● **What the task asks**:
Look through the material for lines with the word "screenshot", and copy each one.
########
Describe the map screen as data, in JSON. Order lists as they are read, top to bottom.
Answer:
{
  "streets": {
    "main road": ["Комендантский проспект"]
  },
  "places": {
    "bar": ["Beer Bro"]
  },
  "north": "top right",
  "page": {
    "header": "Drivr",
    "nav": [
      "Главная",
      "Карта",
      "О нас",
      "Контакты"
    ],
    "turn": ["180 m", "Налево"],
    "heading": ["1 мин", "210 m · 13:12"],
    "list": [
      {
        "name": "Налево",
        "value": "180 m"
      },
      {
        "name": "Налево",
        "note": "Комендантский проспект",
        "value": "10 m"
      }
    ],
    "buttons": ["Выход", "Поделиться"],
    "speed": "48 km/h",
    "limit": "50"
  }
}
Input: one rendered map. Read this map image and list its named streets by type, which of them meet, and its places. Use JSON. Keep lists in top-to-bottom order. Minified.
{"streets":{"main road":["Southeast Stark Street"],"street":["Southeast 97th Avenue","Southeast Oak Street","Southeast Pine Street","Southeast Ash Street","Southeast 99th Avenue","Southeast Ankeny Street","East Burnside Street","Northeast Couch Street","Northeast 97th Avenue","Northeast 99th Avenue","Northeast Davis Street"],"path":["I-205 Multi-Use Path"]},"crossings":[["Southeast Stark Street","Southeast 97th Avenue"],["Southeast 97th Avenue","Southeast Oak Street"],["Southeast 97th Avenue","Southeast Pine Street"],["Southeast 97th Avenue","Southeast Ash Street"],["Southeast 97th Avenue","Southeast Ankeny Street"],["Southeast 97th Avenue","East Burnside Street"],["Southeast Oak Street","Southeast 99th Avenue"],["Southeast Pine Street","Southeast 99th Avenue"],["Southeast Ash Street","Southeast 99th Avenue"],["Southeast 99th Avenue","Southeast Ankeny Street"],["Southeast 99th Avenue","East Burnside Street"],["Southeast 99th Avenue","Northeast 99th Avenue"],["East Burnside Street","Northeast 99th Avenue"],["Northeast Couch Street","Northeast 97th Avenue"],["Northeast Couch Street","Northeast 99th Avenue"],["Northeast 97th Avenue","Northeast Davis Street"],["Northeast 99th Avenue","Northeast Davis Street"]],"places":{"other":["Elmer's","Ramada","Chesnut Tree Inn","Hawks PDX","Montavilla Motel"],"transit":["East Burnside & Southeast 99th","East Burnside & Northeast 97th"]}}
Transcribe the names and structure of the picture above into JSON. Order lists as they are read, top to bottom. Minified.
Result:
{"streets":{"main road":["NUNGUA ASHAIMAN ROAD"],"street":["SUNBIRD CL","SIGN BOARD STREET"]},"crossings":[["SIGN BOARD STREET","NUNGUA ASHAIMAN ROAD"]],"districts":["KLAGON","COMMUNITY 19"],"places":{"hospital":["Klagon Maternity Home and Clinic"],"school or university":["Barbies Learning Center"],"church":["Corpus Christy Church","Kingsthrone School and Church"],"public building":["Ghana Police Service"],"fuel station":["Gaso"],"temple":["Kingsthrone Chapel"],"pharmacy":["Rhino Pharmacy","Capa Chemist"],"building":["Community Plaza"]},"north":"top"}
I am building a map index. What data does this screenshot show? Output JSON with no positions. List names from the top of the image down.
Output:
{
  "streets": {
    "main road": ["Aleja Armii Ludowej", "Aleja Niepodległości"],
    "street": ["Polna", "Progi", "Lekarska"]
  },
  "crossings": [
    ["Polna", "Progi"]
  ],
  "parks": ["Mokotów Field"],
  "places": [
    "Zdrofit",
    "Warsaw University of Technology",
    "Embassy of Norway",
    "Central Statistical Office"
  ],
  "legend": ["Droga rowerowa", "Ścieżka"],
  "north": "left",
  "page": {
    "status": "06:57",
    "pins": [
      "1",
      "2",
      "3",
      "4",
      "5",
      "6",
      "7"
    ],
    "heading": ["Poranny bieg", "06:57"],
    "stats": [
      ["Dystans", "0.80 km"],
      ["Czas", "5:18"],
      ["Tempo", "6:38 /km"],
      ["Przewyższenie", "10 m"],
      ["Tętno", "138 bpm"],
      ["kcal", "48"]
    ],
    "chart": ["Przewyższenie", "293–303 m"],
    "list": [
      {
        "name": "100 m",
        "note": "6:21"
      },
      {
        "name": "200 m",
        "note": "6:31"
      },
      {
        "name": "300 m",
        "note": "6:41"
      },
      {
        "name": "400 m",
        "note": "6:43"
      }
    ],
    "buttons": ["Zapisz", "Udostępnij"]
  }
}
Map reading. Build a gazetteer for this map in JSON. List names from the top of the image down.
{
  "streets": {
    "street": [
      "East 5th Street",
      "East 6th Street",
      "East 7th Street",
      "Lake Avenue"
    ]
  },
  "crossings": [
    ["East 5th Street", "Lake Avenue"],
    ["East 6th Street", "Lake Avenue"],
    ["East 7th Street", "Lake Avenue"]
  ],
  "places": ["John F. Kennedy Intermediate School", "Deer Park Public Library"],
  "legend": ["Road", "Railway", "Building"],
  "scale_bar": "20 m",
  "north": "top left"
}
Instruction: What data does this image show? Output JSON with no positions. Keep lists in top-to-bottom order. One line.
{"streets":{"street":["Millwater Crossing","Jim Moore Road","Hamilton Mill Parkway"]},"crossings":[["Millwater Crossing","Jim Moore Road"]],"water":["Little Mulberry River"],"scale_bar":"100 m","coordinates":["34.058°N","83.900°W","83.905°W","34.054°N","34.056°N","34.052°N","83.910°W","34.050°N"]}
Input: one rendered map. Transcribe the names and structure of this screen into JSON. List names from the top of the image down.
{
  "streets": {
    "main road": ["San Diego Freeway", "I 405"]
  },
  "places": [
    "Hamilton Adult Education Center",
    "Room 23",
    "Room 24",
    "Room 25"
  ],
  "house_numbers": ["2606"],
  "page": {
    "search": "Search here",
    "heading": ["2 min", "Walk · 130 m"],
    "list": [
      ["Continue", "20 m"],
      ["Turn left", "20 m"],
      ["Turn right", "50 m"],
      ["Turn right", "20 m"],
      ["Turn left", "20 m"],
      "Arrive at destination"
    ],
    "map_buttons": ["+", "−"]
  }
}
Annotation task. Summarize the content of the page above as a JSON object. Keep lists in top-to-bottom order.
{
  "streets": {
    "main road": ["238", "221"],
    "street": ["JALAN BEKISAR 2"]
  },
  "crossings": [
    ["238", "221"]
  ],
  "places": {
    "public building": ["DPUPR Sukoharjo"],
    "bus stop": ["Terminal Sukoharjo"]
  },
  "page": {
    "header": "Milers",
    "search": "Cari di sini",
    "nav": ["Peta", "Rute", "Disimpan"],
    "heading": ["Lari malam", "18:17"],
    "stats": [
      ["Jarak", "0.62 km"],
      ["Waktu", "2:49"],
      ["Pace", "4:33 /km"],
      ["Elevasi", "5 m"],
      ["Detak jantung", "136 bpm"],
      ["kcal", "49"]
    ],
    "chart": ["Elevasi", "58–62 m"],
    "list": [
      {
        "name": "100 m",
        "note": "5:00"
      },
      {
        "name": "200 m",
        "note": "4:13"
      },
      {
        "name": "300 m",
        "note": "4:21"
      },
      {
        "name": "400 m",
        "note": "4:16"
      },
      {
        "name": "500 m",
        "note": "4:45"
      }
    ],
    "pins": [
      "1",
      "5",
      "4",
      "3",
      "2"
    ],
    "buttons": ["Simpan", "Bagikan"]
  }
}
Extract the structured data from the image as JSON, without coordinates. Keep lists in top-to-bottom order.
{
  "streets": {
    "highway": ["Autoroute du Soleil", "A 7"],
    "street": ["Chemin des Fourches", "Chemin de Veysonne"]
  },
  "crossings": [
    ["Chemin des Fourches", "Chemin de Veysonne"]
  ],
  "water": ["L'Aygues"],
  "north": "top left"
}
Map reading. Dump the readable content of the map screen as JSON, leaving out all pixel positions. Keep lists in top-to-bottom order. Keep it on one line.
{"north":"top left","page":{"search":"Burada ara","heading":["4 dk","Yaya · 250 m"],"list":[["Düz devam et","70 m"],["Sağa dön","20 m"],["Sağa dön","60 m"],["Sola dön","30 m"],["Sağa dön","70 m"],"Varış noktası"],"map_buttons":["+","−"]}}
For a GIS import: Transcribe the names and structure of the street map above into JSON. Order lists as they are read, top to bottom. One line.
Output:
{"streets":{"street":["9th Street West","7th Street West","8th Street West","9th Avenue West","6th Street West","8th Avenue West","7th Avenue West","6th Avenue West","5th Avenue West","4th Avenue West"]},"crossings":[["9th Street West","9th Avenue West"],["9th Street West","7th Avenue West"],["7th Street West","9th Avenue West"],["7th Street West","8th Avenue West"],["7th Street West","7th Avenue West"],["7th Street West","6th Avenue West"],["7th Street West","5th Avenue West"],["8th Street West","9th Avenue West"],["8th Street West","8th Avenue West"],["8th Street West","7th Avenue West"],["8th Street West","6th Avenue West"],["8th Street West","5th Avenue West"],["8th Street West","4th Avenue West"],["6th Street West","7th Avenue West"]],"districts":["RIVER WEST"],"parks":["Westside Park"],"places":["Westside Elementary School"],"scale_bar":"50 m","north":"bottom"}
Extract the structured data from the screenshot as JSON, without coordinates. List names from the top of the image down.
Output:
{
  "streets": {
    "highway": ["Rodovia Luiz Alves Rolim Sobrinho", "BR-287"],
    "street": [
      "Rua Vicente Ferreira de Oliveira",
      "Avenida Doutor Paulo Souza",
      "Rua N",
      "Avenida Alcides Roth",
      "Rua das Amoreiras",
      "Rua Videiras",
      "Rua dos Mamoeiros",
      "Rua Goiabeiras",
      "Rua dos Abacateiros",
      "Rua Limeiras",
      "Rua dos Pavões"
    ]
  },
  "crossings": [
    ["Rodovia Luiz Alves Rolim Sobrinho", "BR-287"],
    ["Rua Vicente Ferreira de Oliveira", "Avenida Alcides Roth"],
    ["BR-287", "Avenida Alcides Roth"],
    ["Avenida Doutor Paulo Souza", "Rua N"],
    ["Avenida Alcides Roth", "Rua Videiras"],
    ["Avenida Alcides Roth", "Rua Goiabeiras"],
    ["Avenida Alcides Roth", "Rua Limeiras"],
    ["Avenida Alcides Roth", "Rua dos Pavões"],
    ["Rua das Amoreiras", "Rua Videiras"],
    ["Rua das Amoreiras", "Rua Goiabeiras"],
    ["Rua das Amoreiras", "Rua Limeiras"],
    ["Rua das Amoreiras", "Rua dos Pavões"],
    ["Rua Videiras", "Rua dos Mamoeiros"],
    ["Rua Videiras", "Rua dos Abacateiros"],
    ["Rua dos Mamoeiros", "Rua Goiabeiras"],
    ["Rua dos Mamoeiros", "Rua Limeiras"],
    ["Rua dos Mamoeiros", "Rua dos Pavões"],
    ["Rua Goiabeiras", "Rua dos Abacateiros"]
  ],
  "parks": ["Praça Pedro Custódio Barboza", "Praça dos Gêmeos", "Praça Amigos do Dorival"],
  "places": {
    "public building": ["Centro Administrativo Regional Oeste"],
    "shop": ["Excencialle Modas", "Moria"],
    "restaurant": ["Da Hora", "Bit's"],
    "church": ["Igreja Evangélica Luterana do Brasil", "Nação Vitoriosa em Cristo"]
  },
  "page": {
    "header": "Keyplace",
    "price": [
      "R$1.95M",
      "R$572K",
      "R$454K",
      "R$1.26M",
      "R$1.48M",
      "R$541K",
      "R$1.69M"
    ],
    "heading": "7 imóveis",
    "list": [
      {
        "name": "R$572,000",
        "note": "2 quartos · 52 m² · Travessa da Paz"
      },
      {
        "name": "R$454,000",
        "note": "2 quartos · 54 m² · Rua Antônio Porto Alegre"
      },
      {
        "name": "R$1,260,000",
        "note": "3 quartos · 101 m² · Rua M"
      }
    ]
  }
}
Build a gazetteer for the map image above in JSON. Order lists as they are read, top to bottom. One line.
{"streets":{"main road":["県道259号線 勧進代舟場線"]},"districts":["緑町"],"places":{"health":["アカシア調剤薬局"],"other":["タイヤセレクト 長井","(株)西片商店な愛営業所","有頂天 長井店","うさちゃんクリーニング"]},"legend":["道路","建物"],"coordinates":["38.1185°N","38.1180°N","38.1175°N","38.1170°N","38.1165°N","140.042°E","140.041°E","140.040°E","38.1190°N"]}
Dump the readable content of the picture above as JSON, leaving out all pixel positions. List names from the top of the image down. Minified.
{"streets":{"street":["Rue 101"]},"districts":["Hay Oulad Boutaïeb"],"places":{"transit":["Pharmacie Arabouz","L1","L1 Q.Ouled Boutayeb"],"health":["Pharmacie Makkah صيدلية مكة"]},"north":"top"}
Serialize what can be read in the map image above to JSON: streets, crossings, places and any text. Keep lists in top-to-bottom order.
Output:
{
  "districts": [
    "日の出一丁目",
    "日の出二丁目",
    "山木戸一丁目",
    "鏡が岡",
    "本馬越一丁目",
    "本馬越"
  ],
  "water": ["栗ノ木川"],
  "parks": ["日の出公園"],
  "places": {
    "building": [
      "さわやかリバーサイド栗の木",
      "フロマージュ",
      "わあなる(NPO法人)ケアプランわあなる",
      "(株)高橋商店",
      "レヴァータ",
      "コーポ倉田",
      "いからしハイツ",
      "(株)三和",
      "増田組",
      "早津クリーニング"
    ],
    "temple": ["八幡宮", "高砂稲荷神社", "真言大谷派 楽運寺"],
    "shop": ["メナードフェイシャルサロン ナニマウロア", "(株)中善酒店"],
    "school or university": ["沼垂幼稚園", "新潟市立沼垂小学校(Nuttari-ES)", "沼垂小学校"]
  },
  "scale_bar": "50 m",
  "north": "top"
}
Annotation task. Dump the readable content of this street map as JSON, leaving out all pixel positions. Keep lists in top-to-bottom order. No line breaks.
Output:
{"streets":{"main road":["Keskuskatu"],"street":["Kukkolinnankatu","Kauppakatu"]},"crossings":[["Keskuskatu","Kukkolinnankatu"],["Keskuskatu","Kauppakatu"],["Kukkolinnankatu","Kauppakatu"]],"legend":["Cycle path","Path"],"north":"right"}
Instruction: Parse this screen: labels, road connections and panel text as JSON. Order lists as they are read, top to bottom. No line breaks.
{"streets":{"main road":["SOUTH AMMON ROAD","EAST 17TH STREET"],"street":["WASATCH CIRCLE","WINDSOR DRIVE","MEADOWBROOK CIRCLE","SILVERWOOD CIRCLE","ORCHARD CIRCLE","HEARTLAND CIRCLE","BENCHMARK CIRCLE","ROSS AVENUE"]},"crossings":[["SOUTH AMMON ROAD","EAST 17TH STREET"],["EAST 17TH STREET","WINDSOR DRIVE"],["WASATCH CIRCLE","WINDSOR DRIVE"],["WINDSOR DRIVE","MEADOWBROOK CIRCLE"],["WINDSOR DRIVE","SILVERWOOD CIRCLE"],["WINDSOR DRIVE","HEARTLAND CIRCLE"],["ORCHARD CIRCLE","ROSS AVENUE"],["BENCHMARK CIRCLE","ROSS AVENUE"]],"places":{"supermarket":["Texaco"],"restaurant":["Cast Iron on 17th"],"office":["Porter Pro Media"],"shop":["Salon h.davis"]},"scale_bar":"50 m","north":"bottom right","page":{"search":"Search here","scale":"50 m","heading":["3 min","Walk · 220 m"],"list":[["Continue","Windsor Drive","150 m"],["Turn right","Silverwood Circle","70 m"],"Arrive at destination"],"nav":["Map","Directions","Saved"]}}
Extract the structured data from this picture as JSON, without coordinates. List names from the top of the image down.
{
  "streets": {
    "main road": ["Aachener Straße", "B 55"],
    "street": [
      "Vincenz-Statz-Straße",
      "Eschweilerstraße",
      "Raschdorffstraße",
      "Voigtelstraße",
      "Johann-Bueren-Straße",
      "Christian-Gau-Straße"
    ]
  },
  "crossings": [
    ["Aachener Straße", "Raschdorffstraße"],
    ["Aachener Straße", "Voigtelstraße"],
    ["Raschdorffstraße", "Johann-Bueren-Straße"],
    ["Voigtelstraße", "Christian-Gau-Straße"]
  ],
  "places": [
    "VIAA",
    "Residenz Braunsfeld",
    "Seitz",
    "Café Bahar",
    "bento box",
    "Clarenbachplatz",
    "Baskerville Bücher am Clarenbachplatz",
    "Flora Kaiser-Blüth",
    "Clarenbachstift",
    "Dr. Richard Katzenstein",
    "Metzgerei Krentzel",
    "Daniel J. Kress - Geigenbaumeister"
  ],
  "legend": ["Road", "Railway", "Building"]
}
########
● **Solution to this exercise**:
I am building a map index. What data does this screenshot show? Output JSON with no positions. List names from the top of the image down.
Extract the structured data from the screenshot as JSON, without coordinates. List names from the top of the image down.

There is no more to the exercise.